Steering chain-of-thought length — and what it does to faithfulness

This was the final project for DSC 291: Trustworthy Machine Learning at UCSD (Spring 2025), with Derrick Yao, Manikya Bardhan, and Teresa Lee. We reproduced ThinkEdit (Sun, Yan, & Weng, 2025) — an interpretable weight-editing method that mitigates overly short chain-of-thought reasoning — and extended the analysis by evaluating its effect on faithfulness, using the IPHR methodology from ChainScope (Arcuschin et al., 2025).

Download the slides (PDF) · Project repo

Background

Chain-of-thought (CoT) reasoning lets models generate intermediate steps before answering. CoT helps with math, coding, and logical problems, and gives users a window into model reasoning. The failure modes are familiar: models sometimes “lazy-think” (overly short chains that lead to wrong answers) or ramble (overly long chains that become incoherent or unfaithful). Existing fixes — prompting tricks, RL with reward models, or full fine-tuning — are all expensive, unreliable, or both.

ThinkEdit takes a different route: identify the small subset of attention heads responsible for short reasoning and surgically edit their output projections. Roughly 0.1% of weights touched, no retraining required.

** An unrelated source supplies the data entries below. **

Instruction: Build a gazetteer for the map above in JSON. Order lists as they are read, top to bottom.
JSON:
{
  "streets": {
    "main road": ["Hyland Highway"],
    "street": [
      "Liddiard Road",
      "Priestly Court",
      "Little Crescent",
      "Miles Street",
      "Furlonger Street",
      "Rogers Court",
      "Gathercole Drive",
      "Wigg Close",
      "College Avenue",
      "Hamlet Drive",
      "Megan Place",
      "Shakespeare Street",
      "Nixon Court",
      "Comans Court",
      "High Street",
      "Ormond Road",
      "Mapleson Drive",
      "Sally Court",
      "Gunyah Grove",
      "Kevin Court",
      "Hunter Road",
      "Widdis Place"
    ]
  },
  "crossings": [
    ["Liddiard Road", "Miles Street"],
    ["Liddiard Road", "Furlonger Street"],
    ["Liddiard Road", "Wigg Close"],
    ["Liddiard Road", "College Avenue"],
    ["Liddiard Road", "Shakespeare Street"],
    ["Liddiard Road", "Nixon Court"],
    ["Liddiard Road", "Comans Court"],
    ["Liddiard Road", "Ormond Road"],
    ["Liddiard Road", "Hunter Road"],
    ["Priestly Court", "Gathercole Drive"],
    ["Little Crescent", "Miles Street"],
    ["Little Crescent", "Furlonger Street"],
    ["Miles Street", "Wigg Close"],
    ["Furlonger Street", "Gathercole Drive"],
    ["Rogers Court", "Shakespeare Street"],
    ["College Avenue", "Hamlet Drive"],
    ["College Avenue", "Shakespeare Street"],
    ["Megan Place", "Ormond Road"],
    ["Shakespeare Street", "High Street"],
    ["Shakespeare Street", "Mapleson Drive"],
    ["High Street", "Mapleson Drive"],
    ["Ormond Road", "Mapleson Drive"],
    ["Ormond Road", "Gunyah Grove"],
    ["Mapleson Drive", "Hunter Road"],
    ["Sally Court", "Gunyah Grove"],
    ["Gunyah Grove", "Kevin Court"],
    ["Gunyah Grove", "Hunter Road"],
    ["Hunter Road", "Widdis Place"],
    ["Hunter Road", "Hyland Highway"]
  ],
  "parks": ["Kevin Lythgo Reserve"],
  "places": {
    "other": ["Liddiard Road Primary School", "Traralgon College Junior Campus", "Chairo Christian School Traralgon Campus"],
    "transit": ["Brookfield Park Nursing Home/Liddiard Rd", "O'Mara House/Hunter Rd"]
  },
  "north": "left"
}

ChainScope asks an orthogonal question: even when CoT looks coherent, is it actually faithful? They formalize three failure modes — implicit post-hoc rationalization, restoration errors, and unfaithful shortcuts — and propose the IPHR (Inverted Pair Harmful Reasoning) test, which detects systematic bias by checking whether models give consistent answers to logically reversed comparative questions.

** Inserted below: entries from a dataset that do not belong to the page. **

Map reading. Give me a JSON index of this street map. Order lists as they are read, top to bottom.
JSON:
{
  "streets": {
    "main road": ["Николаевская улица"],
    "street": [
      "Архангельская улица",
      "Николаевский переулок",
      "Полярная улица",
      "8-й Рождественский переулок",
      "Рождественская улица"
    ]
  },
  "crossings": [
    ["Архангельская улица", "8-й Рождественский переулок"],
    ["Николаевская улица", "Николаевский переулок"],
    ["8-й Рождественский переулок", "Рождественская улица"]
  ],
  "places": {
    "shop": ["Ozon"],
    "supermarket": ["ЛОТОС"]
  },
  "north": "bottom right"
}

Our research question: does steering reasoning length affect faithfulness?

Methodology

Part 1: Reproducing ThinkEdit

Following the original paper:

Generate paired examples. Use GSM8K to produce thousands of CoT responses; bin them into a short dataset (< 100 reasoning tokens) and a long dataset (> 1000 tokens).
Extract the reasoning-length direction. For each problem, take the mean hidden representation over tokens; average over the dataset; the direction vector is the difference of the two means (Contrastive Activation Addition).
Identify short-reasoning attention heads. For each head, compute its average contribution on the short dataset and project onto the negative reasoning-length direction. The top 2% of heads ranked this way are the ones biasing toward short reasoning.
Edit the heads. Modify each selected head’s output projection $W_o^h$ by projecting it onto the subspace orthogonal to the steering vector — input-dependent, unlike a fixed activation shift. We also reproduced the alpha-scaled steering variant for comparison.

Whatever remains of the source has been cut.